Encuentros — 7 junio, 2018 at 9:41

Don Airey, único en su clase

 

 

One of a Kind (Único en su clase) lleva por nombre el nuevo trabajo del legendario tecladista Don Airey. Seguramente el título no se refiera a él mismo. Don es uno de los músicos más amables, accesibles y con los pies en la tierra que hay en este negocio. No es que no se de cuenta de la grandeza de sus logros, habiendo participado en álbumes de Black Sabbath, Rainbow, Judas Priest y en los últimos 16 años Deep Purple. Simplemente estos esfuerzos han sido por y para la música. Eso es lo único importante. Se lo puede ver seguido durante las giras con Deep Purple en los días libres yendo a ver bandas en bares y pequeños clubes o tocando con amigos. La música es su razón de ser.

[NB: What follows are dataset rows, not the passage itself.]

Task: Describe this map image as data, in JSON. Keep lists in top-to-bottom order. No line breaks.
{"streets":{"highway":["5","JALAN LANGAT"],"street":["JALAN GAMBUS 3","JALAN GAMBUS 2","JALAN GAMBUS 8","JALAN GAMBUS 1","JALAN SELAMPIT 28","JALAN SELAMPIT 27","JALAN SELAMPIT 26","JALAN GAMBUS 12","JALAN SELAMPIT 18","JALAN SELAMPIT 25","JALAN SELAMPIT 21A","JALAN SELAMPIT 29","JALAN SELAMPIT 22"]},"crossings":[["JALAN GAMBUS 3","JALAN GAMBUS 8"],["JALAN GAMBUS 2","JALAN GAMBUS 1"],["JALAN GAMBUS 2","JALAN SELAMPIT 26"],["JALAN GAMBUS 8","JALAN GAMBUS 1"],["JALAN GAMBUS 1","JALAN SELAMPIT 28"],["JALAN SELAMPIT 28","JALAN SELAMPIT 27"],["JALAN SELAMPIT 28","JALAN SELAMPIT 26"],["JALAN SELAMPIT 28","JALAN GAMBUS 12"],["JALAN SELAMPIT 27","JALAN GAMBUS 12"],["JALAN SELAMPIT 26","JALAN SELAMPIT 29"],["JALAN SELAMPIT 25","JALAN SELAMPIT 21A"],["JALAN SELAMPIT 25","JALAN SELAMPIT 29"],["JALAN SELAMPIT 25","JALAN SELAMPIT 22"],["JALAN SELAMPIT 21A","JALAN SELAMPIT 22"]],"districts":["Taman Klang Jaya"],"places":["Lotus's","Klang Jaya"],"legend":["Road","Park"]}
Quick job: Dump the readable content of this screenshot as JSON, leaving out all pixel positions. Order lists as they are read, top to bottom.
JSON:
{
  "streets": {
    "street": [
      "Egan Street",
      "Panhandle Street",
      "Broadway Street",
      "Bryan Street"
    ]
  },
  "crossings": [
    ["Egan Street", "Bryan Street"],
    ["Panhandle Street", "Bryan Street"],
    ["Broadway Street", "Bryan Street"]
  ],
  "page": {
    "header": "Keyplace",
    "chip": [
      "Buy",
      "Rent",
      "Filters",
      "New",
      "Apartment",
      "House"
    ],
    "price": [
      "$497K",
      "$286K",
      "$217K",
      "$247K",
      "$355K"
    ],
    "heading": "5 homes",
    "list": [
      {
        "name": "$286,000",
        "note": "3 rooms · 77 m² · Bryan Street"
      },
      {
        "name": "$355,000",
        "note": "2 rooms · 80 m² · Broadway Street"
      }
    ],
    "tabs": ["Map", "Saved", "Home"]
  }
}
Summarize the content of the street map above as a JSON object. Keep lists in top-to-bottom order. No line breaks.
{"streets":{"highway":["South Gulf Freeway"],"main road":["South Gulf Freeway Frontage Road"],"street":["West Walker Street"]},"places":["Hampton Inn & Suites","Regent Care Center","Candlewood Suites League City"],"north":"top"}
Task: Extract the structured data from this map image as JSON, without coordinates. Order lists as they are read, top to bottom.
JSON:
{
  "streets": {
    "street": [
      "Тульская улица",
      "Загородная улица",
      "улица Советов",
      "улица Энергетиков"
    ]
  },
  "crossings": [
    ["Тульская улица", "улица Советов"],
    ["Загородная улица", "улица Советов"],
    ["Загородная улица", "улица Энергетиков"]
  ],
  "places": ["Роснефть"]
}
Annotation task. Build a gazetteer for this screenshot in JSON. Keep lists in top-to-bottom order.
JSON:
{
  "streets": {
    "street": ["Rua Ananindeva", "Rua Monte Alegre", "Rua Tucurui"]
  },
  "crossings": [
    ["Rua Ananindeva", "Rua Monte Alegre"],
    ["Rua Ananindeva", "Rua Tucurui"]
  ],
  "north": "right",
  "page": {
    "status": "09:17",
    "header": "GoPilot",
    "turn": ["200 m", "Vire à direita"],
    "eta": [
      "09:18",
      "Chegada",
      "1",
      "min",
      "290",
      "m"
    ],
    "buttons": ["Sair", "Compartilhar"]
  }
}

Menos conocida que los grandes clásicos de los que ha sido parte integral –Blizzard of Ozz (Ozzy Osbourne), 1987 (Whitesnake) y Still got the Blues (Gary Moore) por nombrar algunos- es su obra solista. Los iniciados conocen la finesa y elegancia que se encuentra en los álbumes K2, Light In The Sky, All Out Now y Keyed Up. Cuando todo hacía pensar que de a poco Don Airey se tomaría las cosas con más calma y optaría por el descanso -en vez de su ferviente ritmo creativo- nos sorprende con 2 álbumes en menos de un año. Going Home fue una revelación, un disco en el que Don nos muestra una nueva faceta de su arte, esta vez en el piano y no acompañado por su arsenal de teclados. Le sigue One of a Kind un disco de Rock con mayúsculas, de los mejores de su carrera solista.

Es así que en el medio de su gira de primavera nos encontramos con Don Airey en la ciudad alemana de Jena para que nos hable de este nuevo trabajo. Su conocido buen humor es contagioso y la relajada charla es un verdadero placer.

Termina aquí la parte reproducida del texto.